DESCRIPTION OF THE TASK:
In the data below, find each line containing the string "JSON" and return it.

EXCERPTED DATA:
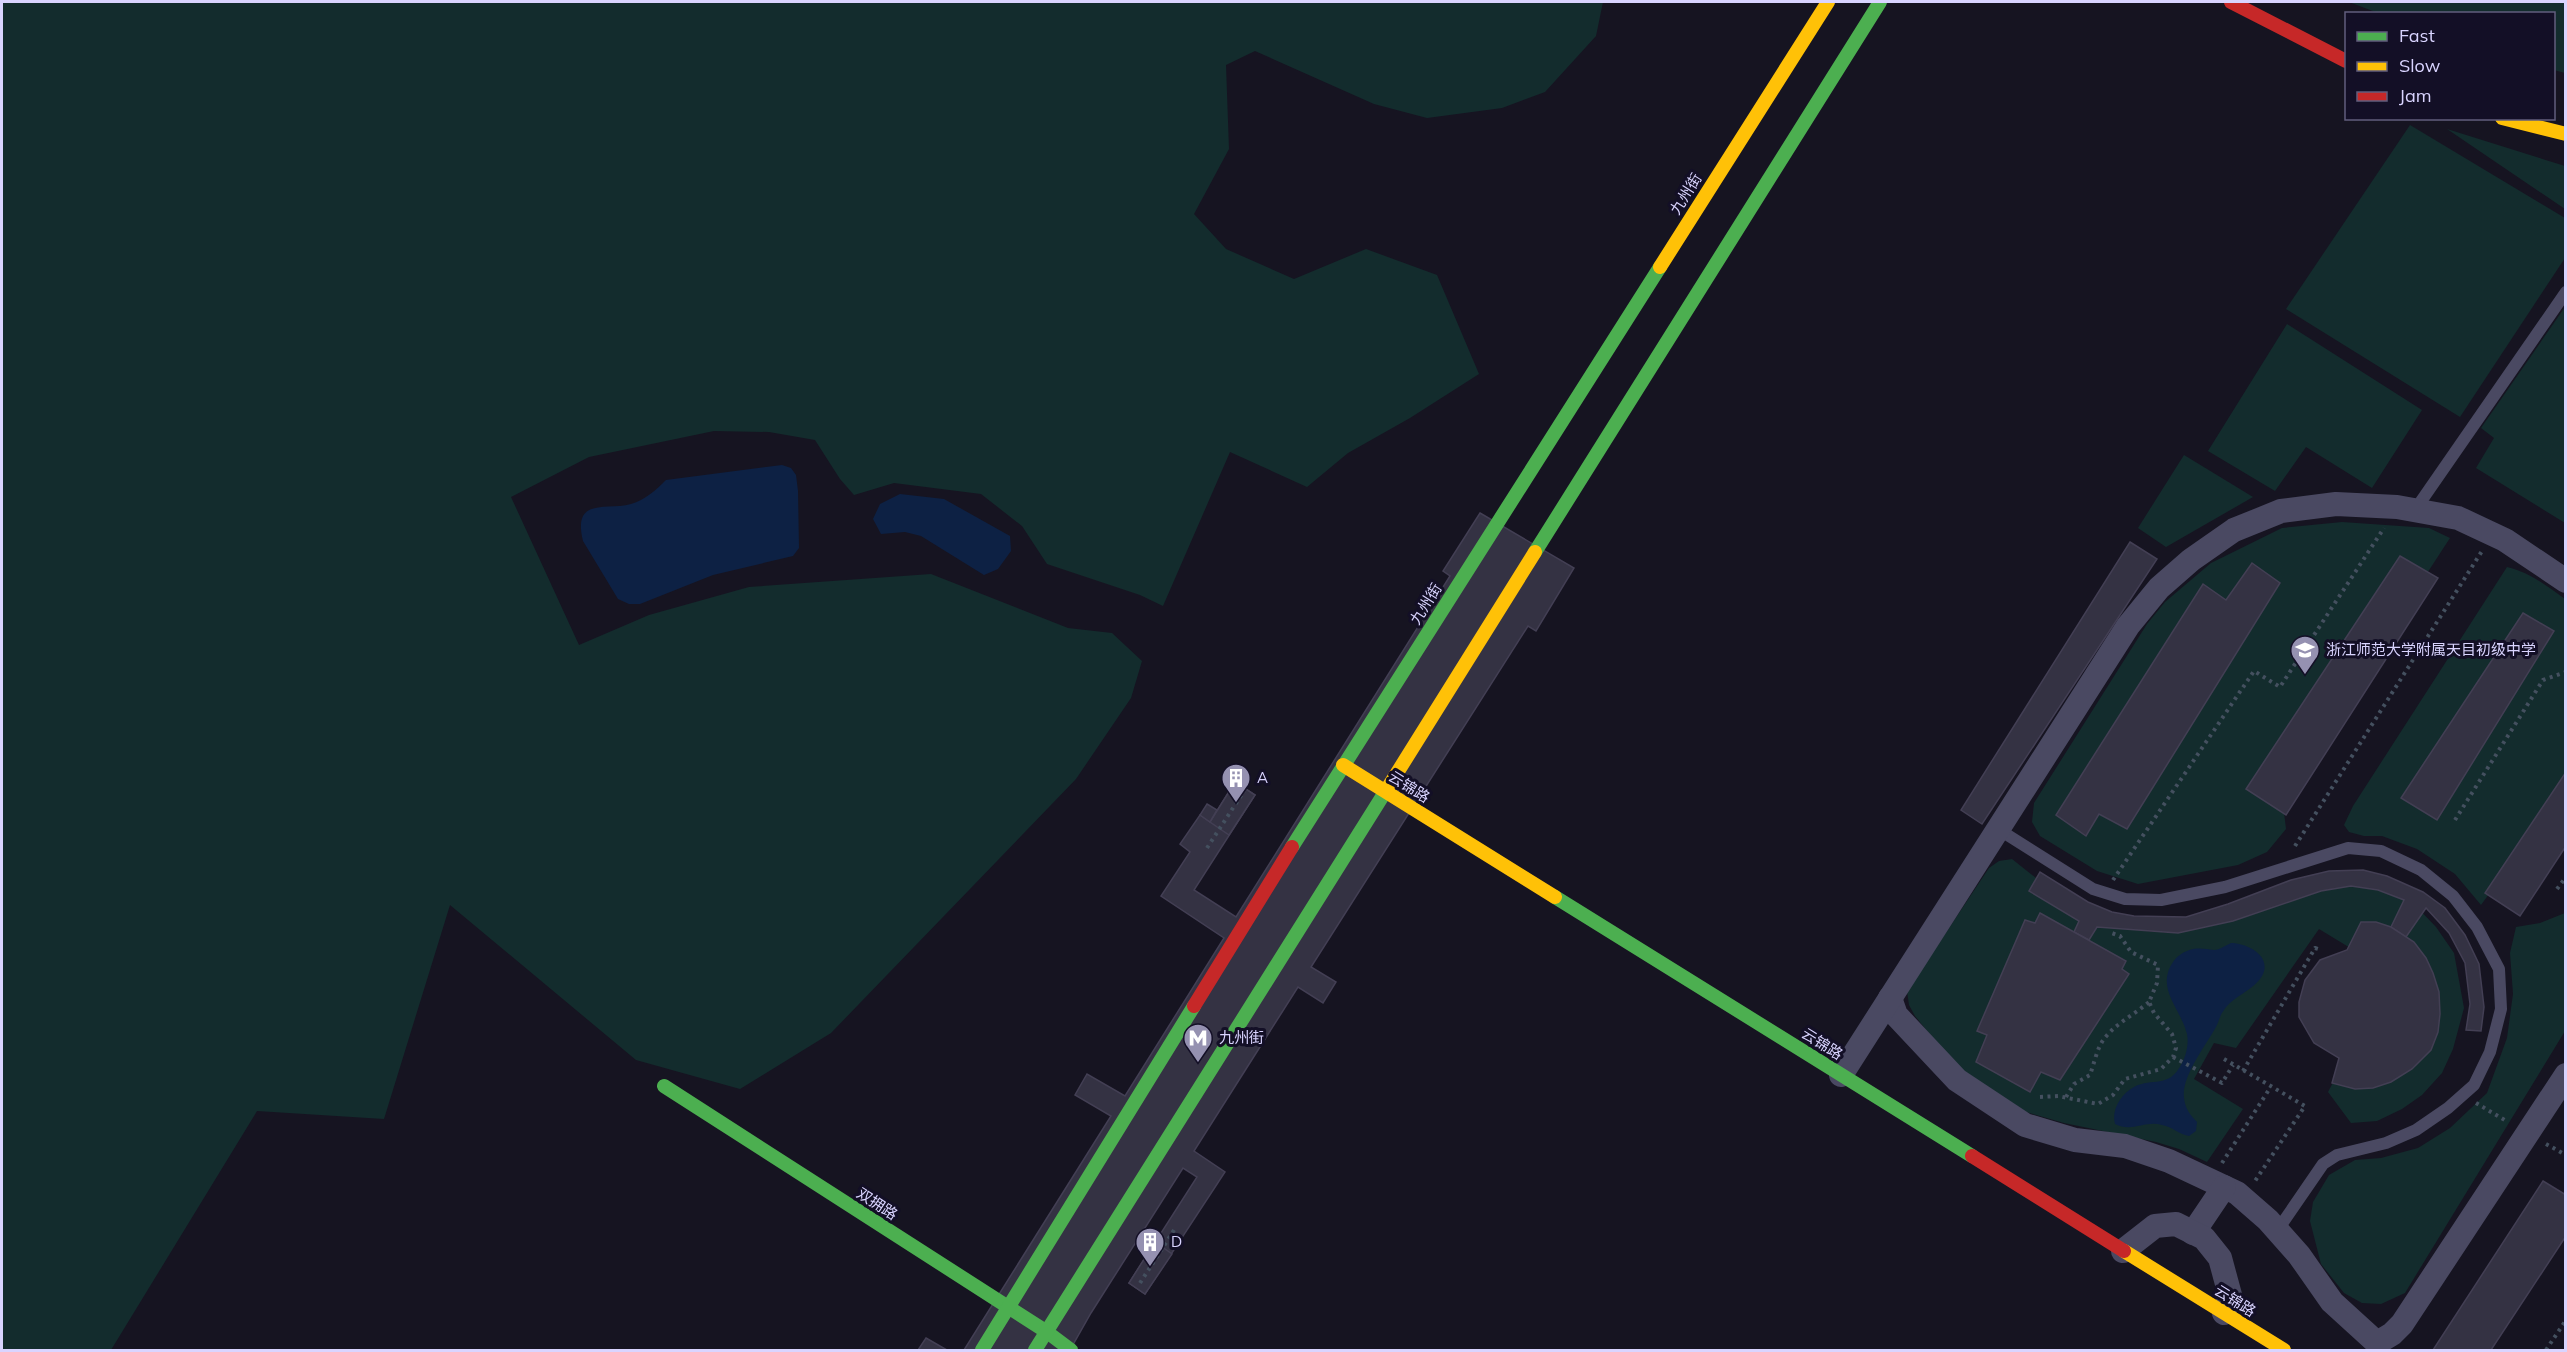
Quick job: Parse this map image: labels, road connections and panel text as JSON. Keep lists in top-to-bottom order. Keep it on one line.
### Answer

...

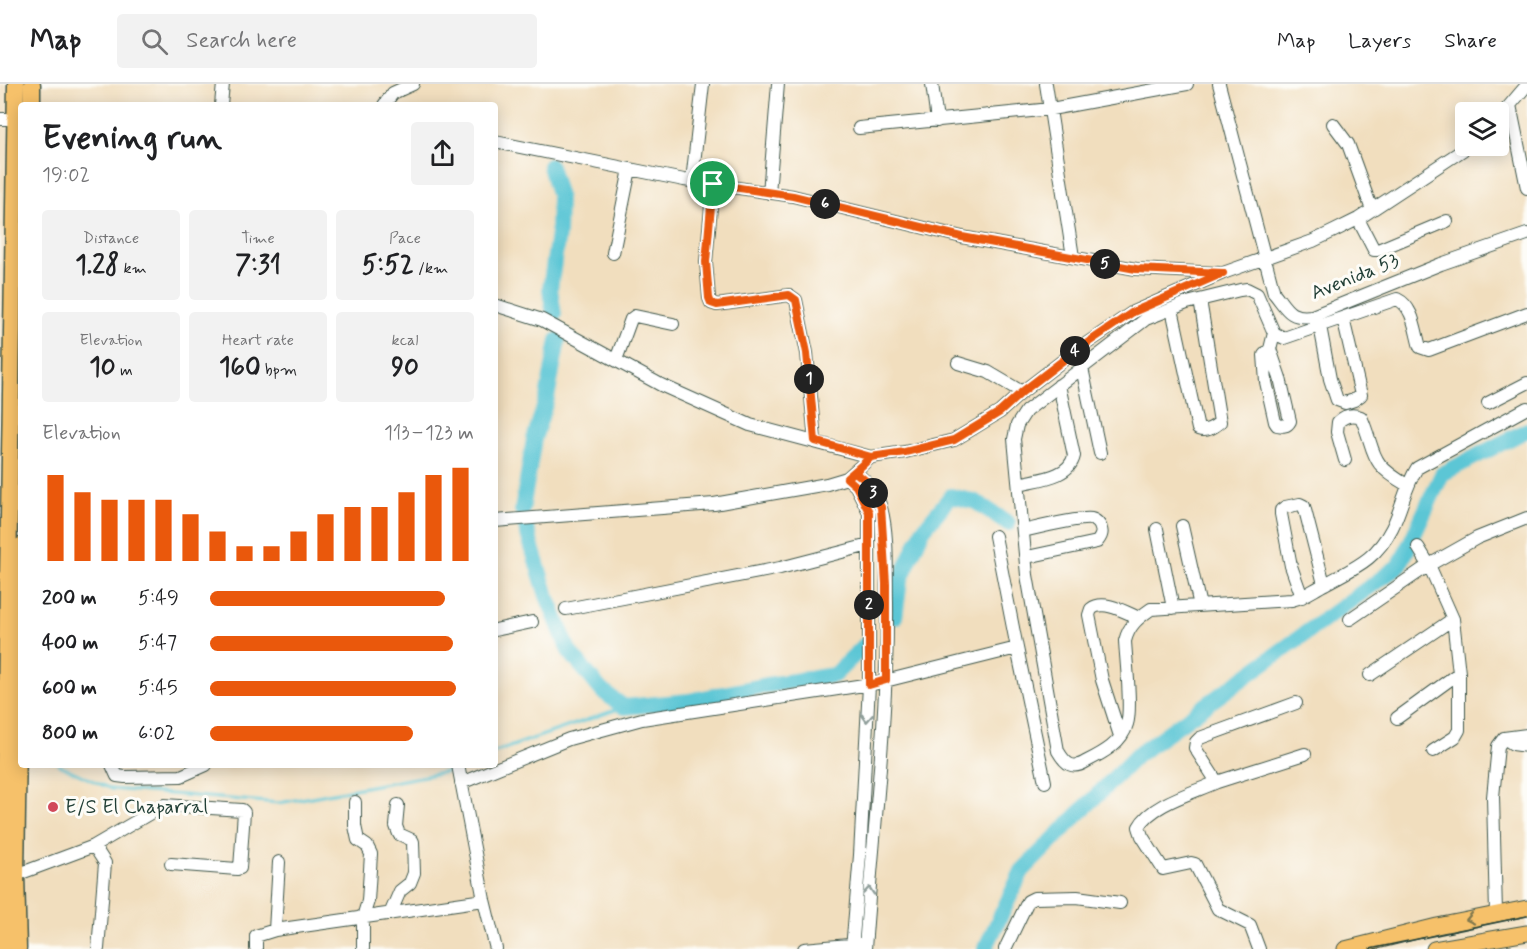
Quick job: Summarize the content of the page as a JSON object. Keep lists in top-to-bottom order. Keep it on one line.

ANSWER SECTION:
Quick job: Parse this map image: labels, road connections and panel text as JSON. Keep lists in top-to-bottom order. Keep it on one line.
Quick job: Summarize the content of the page as a JSON object. Keep lists in top-to-bottom order. Keep it on one line.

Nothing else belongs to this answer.